Thought I'd show off my latest tombstone. It is 7ft long, 5 1/2ft tall. 20 candles and 6 skulls. Wanted to cross Halloween with Dia de los Muertos and this is what I came up with. Hope ya like it!





































Spyder


----------



## RoxyBlue (Oct 6, 2008)

Fabulous stone! I love it, and it looks great with those lit candles.


----------



## Hairazor (Mar 13, 2012)

You knocked this out of the ballpark! What vision!


----------



## Copchick (Apr 10, 2012)

Wow, that is impressive! I like the "moss" coloring to the stone and at night, it really hits it home with the lighting. Very cool!


----------



## bobzilla (Nov 13, 2008)

Gang!
That is awesome!!!!


----------



## Pumpkin5 (Aug 8, 2010)

:jol:Super nice stone and the lighting is phenomenal! Really inspiring creation....super cool!


----------



## Troll Wizard (May 3, 2012)

_*Well......it's okay......just kidding! You really you did a fantastic job on the creation of this incredible tombstone! The detail is amazing! The marbling also shows great detail.

I really do like how you incorporated the actual grave area in front of the stone itself making it more like a small monument.

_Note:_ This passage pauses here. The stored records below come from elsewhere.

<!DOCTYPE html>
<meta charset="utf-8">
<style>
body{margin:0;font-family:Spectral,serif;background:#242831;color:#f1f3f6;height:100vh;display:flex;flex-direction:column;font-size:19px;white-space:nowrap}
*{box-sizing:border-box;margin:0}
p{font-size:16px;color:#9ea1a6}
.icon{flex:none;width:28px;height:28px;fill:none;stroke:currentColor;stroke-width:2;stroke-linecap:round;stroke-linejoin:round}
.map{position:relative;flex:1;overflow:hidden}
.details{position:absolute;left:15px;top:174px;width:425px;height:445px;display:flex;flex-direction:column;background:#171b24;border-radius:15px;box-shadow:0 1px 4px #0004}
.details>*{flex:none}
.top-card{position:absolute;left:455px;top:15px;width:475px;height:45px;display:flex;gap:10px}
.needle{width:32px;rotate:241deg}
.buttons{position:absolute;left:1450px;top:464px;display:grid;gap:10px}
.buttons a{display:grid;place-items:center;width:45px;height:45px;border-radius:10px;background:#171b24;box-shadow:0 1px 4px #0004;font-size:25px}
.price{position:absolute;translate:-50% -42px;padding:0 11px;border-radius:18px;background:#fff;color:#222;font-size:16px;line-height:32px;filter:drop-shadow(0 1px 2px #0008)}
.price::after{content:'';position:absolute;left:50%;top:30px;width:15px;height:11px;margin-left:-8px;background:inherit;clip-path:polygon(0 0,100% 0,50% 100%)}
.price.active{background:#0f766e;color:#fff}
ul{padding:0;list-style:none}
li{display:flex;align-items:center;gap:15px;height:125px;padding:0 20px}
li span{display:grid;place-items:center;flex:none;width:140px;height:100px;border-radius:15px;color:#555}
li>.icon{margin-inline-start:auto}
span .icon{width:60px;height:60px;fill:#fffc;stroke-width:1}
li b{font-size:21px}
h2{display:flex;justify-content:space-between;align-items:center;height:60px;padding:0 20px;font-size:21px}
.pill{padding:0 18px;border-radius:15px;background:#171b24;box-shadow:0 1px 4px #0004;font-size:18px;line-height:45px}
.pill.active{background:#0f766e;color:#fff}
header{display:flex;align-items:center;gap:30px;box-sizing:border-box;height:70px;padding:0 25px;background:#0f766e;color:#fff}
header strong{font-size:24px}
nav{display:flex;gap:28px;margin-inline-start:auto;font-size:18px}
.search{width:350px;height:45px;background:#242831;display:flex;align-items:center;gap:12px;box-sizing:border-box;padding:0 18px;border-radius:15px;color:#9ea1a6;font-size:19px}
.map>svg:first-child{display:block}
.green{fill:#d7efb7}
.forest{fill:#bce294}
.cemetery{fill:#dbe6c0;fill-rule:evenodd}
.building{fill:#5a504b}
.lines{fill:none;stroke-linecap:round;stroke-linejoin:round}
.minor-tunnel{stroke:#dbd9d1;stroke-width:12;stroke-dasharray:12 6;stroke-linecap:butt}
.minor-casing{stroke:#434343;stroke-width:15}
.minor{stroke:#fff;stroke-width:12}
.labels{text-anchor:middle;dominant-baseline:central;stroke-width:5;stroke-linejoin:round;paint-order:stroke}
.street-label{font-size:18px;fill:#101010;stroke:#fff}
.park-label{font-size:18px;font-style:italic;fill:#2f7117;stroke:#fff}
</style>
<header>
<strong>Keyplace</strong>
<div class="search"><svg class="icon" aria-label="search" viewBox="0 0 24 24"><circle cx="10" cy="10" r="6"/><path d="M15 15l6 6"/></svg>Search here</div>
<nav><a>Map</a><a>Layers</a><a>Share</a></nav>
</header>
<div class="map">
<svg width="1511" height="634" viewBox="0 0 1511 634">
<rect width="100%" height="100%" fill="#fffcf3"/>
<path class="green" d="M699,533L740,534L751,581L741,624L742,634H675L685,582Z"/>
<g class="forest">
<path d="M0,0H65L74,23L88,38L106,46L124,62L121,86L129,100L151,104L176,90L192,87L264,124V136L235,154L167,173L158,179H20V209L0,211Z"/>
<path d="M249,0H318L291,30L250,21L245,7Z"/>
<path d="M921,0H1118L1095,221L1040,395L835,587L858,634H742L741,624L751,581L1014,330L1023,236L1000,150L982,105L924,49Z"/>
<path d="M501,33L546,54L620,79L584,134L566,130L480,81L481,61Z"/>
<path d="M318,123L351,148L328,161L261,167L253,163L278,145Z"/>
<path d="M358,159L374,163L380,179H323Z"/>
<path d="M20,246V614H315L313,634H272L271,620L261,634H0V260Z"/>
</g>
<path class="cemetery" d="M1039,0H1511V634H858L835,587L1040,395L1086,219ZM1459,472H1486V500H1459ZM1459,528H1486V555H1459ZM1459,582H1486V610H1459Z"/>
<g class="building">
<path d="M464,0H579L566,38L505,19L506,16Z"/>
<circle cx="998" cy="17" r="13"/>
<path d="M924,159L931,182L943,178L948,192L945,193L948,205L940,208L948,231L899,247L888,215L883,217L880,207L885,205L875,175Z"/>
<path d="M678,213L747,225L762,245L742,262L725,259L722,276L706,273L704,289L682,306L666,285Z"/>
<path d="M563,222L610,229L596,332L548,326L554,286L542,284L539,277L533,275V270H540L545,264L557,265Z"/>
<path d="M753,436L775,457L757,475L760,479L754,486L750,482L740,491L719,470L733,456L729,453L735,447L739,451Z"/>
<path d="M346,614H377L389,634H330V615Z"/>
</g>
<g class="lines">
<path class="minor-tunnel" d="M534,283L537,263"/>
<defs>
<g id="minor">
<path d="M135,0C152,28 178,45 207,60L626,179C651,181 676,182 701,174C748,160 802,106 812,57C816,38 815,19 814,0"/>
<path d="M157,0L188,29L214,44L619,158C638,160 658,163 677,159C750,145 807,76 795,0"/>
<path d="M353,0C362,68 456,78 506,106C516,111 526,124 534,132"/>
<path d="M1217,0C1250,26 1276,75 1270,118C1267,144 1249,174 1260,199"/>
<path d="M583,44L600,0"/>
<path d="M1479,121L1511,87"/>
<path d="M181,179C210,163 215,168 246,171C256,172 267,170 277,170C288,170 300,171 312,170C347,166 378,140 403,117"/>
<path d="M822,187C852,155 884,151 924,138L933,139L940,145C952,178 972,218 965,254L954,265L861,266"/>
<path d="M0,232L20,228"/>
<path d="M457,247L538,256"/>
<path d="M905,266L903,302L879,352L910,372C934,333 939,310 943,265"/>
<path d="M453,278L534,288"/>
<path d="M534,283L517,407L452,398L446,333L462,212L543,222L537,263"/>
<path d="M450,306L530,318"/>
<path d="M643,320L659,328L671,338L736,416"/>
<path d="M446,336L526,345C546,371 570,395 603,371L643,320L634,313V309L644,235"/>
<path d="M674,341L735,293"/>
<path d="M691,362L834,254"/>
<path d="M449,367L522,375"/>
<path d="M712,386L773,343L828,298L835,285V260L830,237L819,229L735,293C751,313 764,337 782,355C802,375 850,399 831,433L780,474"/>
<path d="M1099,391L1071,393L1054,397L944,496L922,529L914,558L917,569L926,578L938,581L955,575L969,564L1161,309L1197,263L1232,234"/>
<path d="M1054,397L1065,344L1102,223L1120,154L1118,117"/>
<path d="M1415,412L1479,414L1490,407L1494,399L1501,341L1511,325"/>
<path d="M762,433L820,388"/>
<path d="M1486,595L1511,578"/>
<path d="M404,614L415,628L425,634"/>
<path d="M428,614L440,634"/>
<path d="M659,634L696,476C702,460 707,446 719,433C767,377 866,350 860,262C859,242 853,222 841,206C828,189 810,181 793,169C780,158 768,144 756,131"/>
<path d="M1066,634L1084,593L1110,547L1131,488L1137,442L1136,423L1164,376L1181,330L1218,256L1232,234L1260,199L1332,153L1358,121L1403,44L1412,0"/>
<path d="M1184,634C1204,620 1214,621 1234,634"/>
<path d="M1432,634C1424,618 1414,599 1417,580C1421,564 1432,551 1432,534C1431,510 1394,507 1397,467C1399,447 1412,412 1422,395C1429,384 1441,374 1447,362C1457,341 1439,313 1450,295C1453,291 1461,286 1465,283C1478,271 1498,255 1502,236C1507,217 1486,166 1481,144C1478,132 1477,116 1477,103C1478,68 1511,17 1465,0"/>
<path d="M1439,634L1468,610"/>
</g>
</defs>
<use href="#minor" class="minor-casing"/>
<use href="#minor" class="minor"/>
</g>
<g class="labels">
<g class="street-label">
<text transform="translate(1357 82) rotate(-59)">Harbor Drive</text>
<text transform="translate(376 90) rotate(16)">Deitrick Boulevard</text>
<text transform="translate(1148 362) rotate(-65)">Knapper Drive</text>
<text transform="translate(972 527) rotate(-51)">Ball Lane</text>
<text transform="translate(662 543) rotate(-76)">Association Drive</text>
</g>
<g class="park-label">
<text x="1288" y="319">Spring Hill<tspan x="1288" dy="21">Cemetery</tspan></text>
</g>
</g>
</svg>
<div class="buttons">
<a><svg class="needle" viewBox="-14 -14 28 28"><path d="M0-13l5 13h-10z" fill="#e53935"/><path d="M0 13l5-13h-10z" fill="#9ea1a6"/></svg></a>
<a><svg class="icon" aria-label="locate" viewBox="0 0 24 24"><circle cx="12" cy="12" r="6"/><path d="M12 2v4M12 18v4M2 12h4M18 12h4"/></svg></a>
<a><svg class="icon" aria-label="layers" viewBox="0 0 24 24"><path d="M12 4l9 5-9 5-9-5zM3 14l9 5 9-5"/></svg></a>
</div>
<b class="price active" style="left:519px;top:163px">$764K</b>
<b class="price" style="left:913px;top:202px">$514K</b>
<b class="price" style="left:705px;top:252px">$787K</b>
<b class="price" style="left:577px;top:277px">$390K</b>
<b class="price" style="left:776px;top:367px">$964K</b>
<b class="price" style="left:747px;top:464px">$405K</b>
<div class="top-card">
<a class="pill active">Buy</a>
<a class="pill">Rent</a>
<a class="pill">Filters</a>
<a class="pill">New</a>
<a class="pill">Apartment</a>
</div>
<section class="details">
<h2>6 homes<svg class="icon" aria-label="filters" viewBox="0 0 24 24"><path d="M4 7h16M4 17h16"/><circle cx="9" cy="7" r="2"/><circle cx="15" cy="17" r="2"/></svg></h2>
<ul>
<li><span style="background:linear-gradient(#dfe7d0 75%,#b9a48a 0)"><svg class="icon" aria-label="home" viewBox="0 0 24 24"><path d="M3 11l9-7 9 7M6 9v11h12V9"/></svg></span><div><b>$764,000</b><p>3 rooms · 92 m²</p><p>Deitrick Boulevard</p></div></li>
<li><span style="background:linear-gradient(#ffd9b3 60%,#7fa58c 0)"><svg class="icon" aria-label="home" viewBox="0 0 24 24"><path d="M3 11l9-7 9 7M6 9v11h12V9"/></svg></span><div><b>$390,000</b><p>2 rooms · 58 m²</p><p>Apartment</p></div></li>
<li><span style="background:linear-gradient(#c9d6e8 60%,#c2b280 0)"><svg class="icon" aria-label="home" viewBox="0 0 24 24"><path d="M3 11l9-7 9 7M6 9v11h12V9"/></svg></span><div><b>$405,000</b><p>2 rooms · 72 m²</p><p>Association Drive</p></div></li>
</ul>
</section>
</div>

Just a thought, and you could make this an optional piece if you like the idea. Add a small 3 or 4 inch railing or grating around the top of the grave part for accent.

But you can see a lot of thought and care went into this one and that you are able to use it for more than just one thing. Great Job!!!!!  :jol:
*_


----------



## Howlinmadjack (Jul 20, 2009)

Awesome work!! That is truly beautiful!!


----------



## drevilstein (Sep 17, 2013)

very cool!


----------



## The Pod (Sep 15, 2009)

Very nice. That is a big tombstone. I'm hoping you designed it in two pieces for easy storage.....


----------



## Fiend4Halloween (Aug 28, 2008)

Good job. That is the type that even the kids will go over and look at it. Hate sometimes when going through all the weeks of headaches, trying to get everything perfect and people just pass by all your hard work. Keep up the good work!


----------



## Death's Door (Mar 22, 2006)

Sweet!!! I love how it looks during the day and night. Great lighting. Friggin' awesome stone.


----------



## deadSusan (Jun 26, 2013)

Really great work! So authentic looking!


----------



## Spyder (Aug 16, 2008)

Thanks for all the great compliments!
Troll Wizard, thanks for the idea! Working on a breathing grave for the center. A grate over that would look cool!
The Pod, It is in 5 pieces .....6 if ya count the center skull. LOL


----------



## Jack Mac (Nov 28, 2012)

What a great tombstone. Love how it looks in the night shot, the candles give just the right touch of creepiness to it. Great job!


----------



## CreeepyCathy (Mar 28, 2009)

Wow! Great job on that!


----------



## kprimm (Mar 14, 2009)

Very cool,great work on the stone. Love all the Skull accents.


----------



## heresjohnny (Feb 15, 2006)

That is really good!


----------